Parenting expert Noel Janis-Norton answers some of the most common questions parents have in relation to limiting the screen time of their children.
Q: This screen time reward plan seems very rigid. What’s the harm in being more flexible?
A: Of course you can make occasional exceptions to your usual screen limits. If the World Cup is on, no one would expect your child to switch off after one hour. If he’s at the cinema, you won’t expect him to leave in the middle of the film. But keep the exceptions to a minimum. Otherwise after a while they won’t feel like exceptions; they’ll feel like the norm. And don’t make exceptions in response to pleading or pestering. Once your child sees that those tactics work, you’ll get lots more pleading and pestering.
Q: Is there really any point in making screen rules? I’m thinking my kids would quickly find a way round the rules. They could go to their friends’ homes to play computer games, or they could borrow a friend’s device and I’d be none the wiser.
A: Here’s a solution to the problem of your child spending lots of time at friends’ homes where access to screens is unlimited. Make a rule that the location of the playdates has to alternate between your house and the friend’s house.
If you are concerned about your child bringing home a device he has borrowed from a friend, or indeed has bought with his own money, remember that you will know about it pretty soon. You will either see your child using it, or you will notice he is spending a lot of time in his room or in the loo. At that point you can relieve him of the device and put it in the drop-zone with all the other devices. And as I said earlier, the strategies in this book will help reduce the upset and will guide your child or teen into more sensible habits.
Q: My son is so much cleverer with computers than I am.
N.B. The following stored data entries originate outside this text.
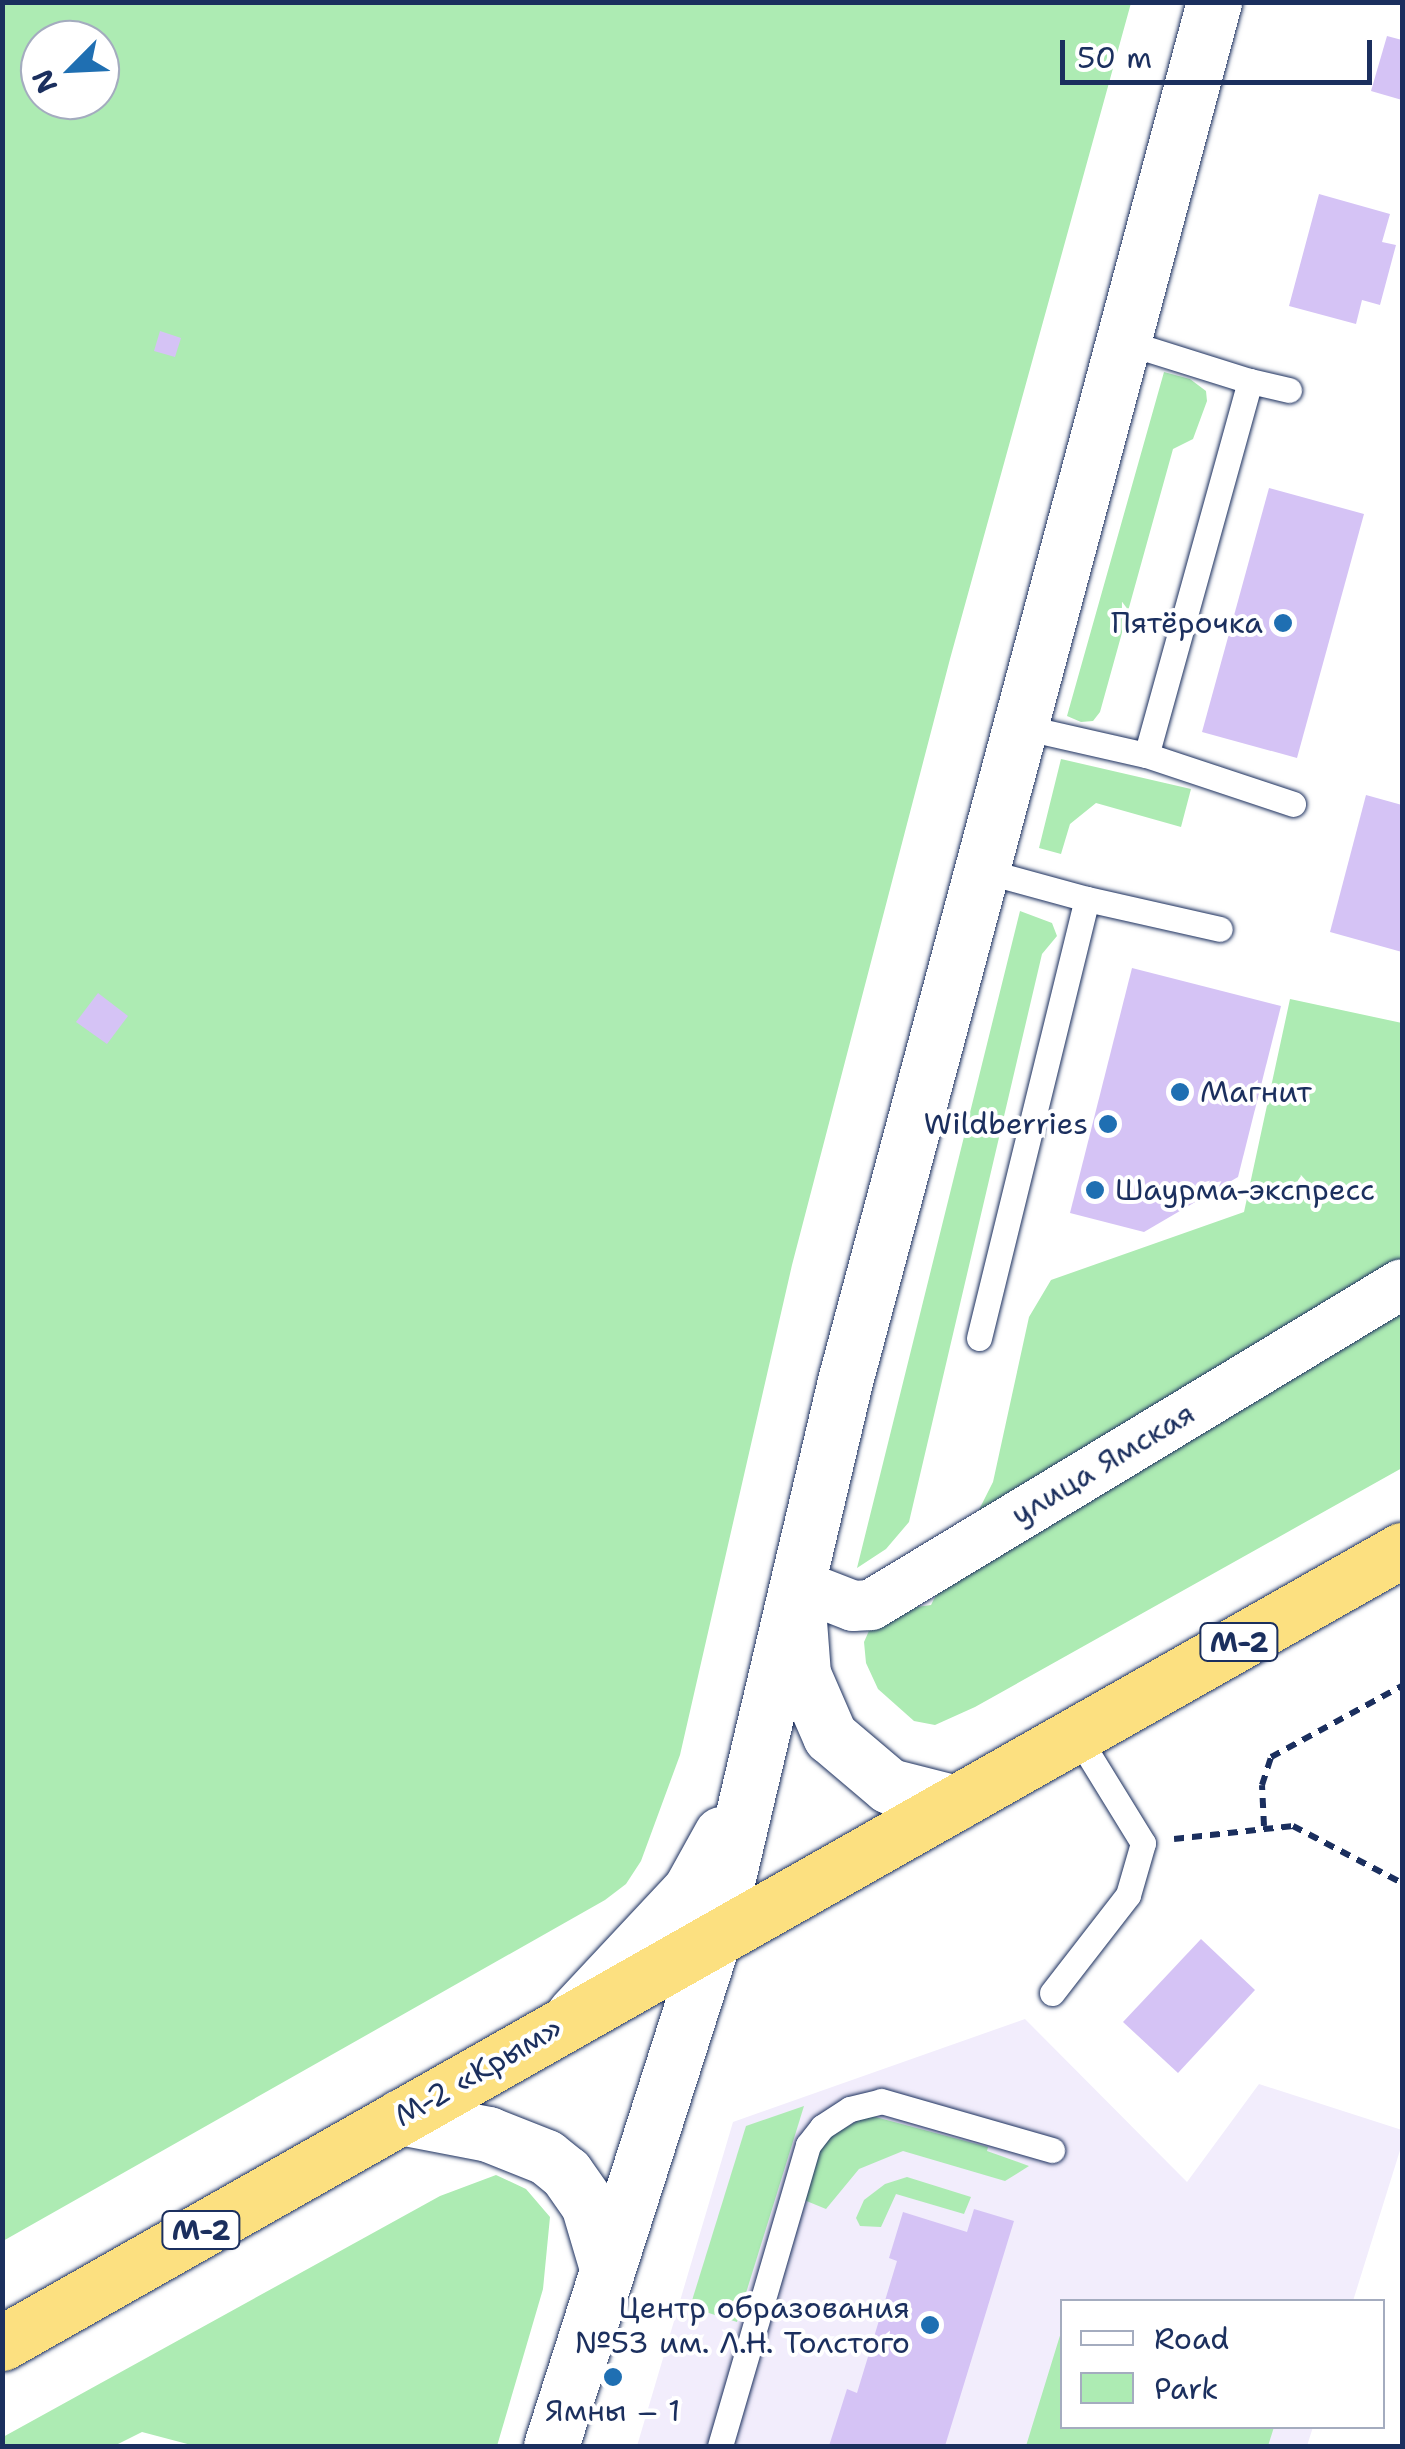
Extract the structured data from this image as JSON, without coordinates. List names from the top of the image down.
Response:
{
  "streets": {
    "highway": ["М-2", "М-2 «Крым»"],
    "street": ["улица Ямская"]
  },
  "crossings": [
    ["М-2", "М-2 «Крым»"]
  ],
  "places": [
    "Пятёрочка",
    "Магнит",
    "Wildberries",
    "Шаурма-экспресс",
    "Центр образования №53 им. Л.Н. Толстого",
    "Ямны – 1"
  ],
  "legend": ["Road", "Park"],
  "scale_bar": "50 m",
  "north": "bottom left"
}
How can I make sure he won’t manage to get around the parental controls?
A: Parents can feel like ‘digital immigrants’, outsmarted by their children, who are the ‘digital natives’. It’s a truism that children are far more comfortable with technology than their parents are. Even when children don’t know how to access something on a computer, they have an idea of what might work, and they’re not afraid to experiment.
Luckily, parental controls are getting tighter all the time. But often the problem is not so much that children and teens are hacking into the parental controls software as that parents are not taking basic precautions, like putting passwords and timers on all devices, removing remotes, dongles and leads when not in use, keeping devices under lock and key.
In case you hate the idea of having to be this vigilant, you’ll be reassured to learn that you won’t have to take these extreme measures forever, just while your child is ‘detoxing’ from screen cravings.
Q: We’re a family of five, and my kids love technology and have all sorts of gadgets. How can I keep track of all their devices?
A: You will see them lying around. As you come across them, gather them up. Soon you will have all the hand-held gadgets in your possession, ready to dole out at the appropriate times and for the appropriate length of time. And soon all the bigger screens will be in a public place.
Q: I’m worried that if my daughter misbehaves at nine o’clock in the morning and realises that she won’t earn her reward for that quarter, she won’t have any incentive to behave. Do we really have to be that strict?
A: This reward system does not expect children to be perfect. In a quarter of a day of course there’s likely to be some misbehaviour. What we’re focusing on for the reward is cooperation, following instructions the first time. So as long as she stops the misbehaviour the first time you tell her to, she’s still on track for earning her reward.
But there’s another important point I want to make. The chance to earn screen time is not the only, or even necessarily the most important, reason why children get into the habit of cooperation and then self-reliance. Children (even teens) want to please their parents. When we show that we’re pleasable, and when we say exactly what actions please us, children will do more and more of those actions. The reward is just a little something extra to ease your child over the hump of her initial resistance.
Q: What happens when one of the children has earned their screen time but the other hasn’t?
A: Keep the sibling who hasn’t earned it with you so that he isn’t partaking of the other one’s screen time. If you think he might refuse to stay with you, that’s a cooperation issue. Before you tell him to stay with you, give him advance notice that you’re about to give him an instruction. Tell him that you hope he will cooperate the first time so that he’ll still be on track for earning his screen time for this quarter. And do lots of Reflective Listening (see Chapter 16):
‘It probably feels awful having to stay in this room when you know Alex is in the other room on the computer.’
‘Maybe you’re wishing we didn’t have these rules.’
Q: This screen time reward plan seems like a lot of work. Will I have to keep it up forever?
A: Some of the strategies I recommend in this book will feel harder than others at first. But with consistent practice, all these strategies will get easier and easier. They may never become so automatic that you don’t even have to think about them, but they will become second nature.
And as you get into better habits, so will your children. As you see more sensible habits emerging, it’s tempting to think, ‘Job done! Now I can take my focus off electronics’. That’s a fairly common mistake. Through all our children’s growing- up years, until they leave home and often beyond, we continue to focus on the things that matter to us: our children’s education, their health, their emotional well-being. Electronics impacts all of those things so we will need to keep monitoring it. But as your children’s screen habits improve, there will be less and less you need to actually do; it’s always easier to keep a ball rolling than to start it rolling.